Diesmal hat Europa unter der Führung Frankreichs und Britanniens Washington überzeugt, sich den Pressionen gegen „alle Seiten des bosnischen Konflikts“ anzuschließen, die durch Gewalt geschaffene Tatsache der Teilung zu akzeptieren – und das Prinzip aufzugeben, nach dem Aggression und Völkermord vermittels ethnic cleansing nicht belohnt werden dürfen. Es ist das erste Mal, daß alle beteiligten Seiten – Europa, Rußland, die USA – in ihrer Vorgehensweise übereinstimmen. Ich glaube, daß dieser gemeinsame approach in die Irre führt.

Dabei geht es einmal, aber nicht hauptsächlich, um die rechtliche und moralische Haltlosigkeit einer Friedensformel, die auf der Teilung Bosnien-Herzegowinas basiert.
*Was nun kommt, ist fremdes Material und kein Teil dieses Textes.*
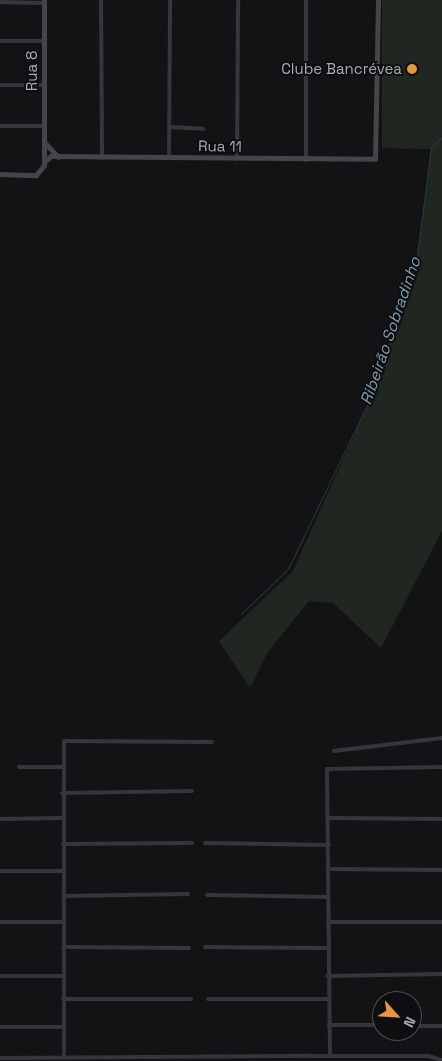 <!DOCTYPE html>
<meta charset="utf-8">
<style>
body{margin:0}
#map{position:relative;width:442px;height:1061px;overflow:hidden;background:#131315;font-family:"Space Grotesk",sans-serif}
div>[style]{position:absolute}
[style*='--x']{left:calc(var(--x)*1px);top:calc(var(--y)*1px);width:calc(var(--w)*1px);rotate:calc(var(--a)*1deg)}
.green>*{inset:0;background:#202720}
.stream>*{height:1px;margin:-0.5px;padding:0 0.5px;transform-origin:0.5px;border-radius:0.5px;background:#2d373d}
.street>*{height:4px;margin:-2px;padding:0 2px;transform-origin:2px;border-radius:2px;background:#343639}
.secondary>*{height:5px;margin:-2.5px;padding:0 2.5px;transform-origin:2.5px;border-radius:2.5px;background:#434549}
.dots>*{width:14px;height:14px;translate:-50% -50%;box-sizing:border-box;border:2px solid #0e0e10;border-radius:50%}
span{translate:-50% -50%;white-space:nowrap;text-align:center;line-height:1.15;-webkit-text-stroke:4px #0e0e10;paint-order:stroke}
.poi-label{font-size:15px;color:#a6acb4}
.right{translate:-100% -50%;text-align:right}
.street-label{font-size:15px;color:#a6acb4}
.water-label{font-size:16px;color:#7e9dae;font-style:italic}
.north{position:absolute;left:372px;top:991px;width:50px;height:50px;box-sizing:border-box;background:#0e0e10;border:1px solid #4b4d52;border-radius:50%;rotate:116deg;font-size:14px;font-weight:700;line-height:20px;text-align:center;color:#a6acb4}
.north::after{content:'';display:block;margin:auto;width:18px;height:22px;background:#e6973a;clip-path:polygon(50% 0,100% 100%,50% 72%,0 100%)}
</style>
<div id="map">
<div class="green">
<i style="clip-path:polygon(382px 0,442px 0,442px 531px,381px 648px,333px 603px,309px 601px,267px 653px,250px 688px,219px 641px,293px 571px,375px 388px,416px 263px,431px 149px,382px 148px)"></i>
</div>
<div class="stream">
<i style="--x:241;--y:614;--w:65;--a:-43.8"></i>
<i style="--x:288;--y:569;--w:201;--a:-64.3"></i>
<i style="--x:375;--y:388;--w:132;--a:-71.8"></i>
<i style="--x:416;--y:263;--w:116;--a:-82.6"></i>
<i style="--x:431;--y:148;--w:16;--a:-45"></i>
</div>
<div class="street">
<i style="--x:101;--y:0;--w:158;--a:89.6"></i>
<i style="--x:0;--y:2;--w:44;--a:1.3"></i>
<i style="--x:0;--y:41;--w:45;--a:0"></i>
<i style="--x:0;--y:85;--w:44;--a:0"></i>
<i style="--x:0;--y:126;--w:44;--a:0"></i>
<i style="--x:169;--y:127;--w:34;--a:3"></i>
<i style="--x:169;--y:158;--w:158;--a:-89.6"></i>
<i style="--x:237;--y:159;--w:159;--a:-89.6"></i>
<i style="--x:306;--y:160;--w:160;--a:-90"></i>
<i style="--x:334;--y:751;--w:109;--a:-6.9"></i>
<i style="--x:19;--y:767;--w:44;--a:0"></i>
<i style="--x:62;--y:793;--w:130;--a:-0.9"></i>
<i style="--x:329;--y:818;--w:113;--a:0.5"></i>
<i style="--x:0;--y:819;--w:62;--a:-0.9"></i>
<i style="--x:205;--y:843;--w:124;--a:0.9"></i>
<i style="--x:63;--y:844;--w:129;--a:-0.4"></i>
<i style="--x:329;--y:869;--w:113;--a:0.5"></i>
<i style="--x:0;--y:871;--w:62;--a:0"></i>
<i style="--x:207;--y:895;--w:121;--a:0.9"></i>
<i style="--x:63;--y:896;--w:125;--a:-0.9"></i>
<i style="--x:0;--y:922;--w:62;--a:0"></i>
<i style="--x:328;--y:922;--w:114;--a:0"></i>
<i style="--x:63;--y:947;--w:126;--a:0.5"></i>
<i style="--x:205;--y:947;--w:123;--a:0.5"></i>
<i style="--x:0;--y:976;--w:63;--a:0"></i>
<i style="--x:327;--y:976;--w:115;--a:-1"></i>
<i style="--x:63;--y:999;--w:128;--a:0"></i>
<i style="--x:208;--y:999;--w:119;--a:0"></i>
<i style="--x:329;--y:1025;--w:53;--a:0"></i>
<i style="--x:412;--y:1026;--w:30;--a:0"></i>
<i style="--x:0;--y:1027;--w:62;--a:0"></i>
<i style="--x:330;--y:1056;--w:287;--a:-90.6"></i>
<i style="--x:327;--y:769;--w:115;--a:-1"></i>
<i style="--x:64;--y:1057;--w:316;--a:-90"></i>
<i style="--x:64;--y:741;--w:148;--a:0.4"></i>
<i style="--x:0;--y:1058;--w:312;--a:-0.4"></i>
<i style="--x:312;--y:1056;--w:116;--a:0"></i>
<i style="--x:428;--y:1056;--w:15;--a:16"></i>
</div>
<div class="secondary">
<i style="--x:45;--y:143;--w:19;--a:47"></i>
<i style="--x:44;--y:162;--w:9;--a:-41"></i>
<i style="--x:51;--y:156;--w:324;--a:0.5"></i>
<i style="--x:375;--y:159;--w:159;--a:-88.9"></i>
<i style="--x:0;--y:174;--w:36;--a:2"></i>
<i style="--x:36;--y:175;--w:13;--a:-51"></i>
<i style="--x:44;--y:165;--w:165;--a:-90"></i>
</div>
<div class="dots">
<i style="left:412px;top:69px;background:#e6973a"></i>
</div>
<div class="poi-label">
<span class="right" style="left:402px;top:69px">Clube Bancrévea</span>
</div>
<div class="street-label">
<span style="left:32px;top:71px;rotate:-90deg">Rua 8</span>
<span style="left:220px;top:146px;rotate:1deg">Rua 11</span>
</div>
<div class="water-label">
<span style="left:391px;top:331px;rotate:-71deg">Ribeirão Sobradinho</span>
</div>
<div class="north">N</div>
</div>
Nach dieser Formel würden diejenigen, die die schlimmsten Verbrechen in Europa nach dem Ende des Zweiten Weltkriegs begangen haben, dafür das halbe Territorium eines völkerrechtlich anerkannten Staates einheimsen. Gewaltsame Grenzänderungen und Annexionen würden dadurch sanktioniert, und ein gefährlicher Präzedenzfall angesichts der steigenden Welle des Ultranationalismus wäre geschaffen. Aber schlimmer als all das ist, daß diese Friedensformel keinen Frieden schaffen wird.

Selbst wenn der vereinte Druck der Mächte, die die „Kontaktgruppe bilden, sowohl die bosnische Regierung als auch die selbstproklamierte „Serbische Republik“ dazu brächte, schließlich die Friedensformel zu akzeptieren (was beide Seiten aus höchst unterschiedlichen Motiven bislang verweigerten), bleibt eine ernste Frage: Wer wird die Serben dazu bringen, sich freiwillig von Dutzenden bosnisch-herzegowinischer Städte zurückzuziehen und damit ihre Eroberungen von 70 auf 50 Prozent des bosnischen Territoriums zu reduzieren? Hunderttausende von Serben sind in die eroberten Gebiete geströmt, haben Häuser und Vermögen an sich gerissen. Schwer vorstellbar, daß es dem serbischen Präsidenten Slobodan Milošević oder dem selbsternannten bosnisch-serbischen Führer Karadžić gelingen könnte, diese Kriegsgewinnler zur Aufgabe ihrer Beute zu überreden, nur weil irgendwo irgendwelche Papiere unterzeichnet worden sind.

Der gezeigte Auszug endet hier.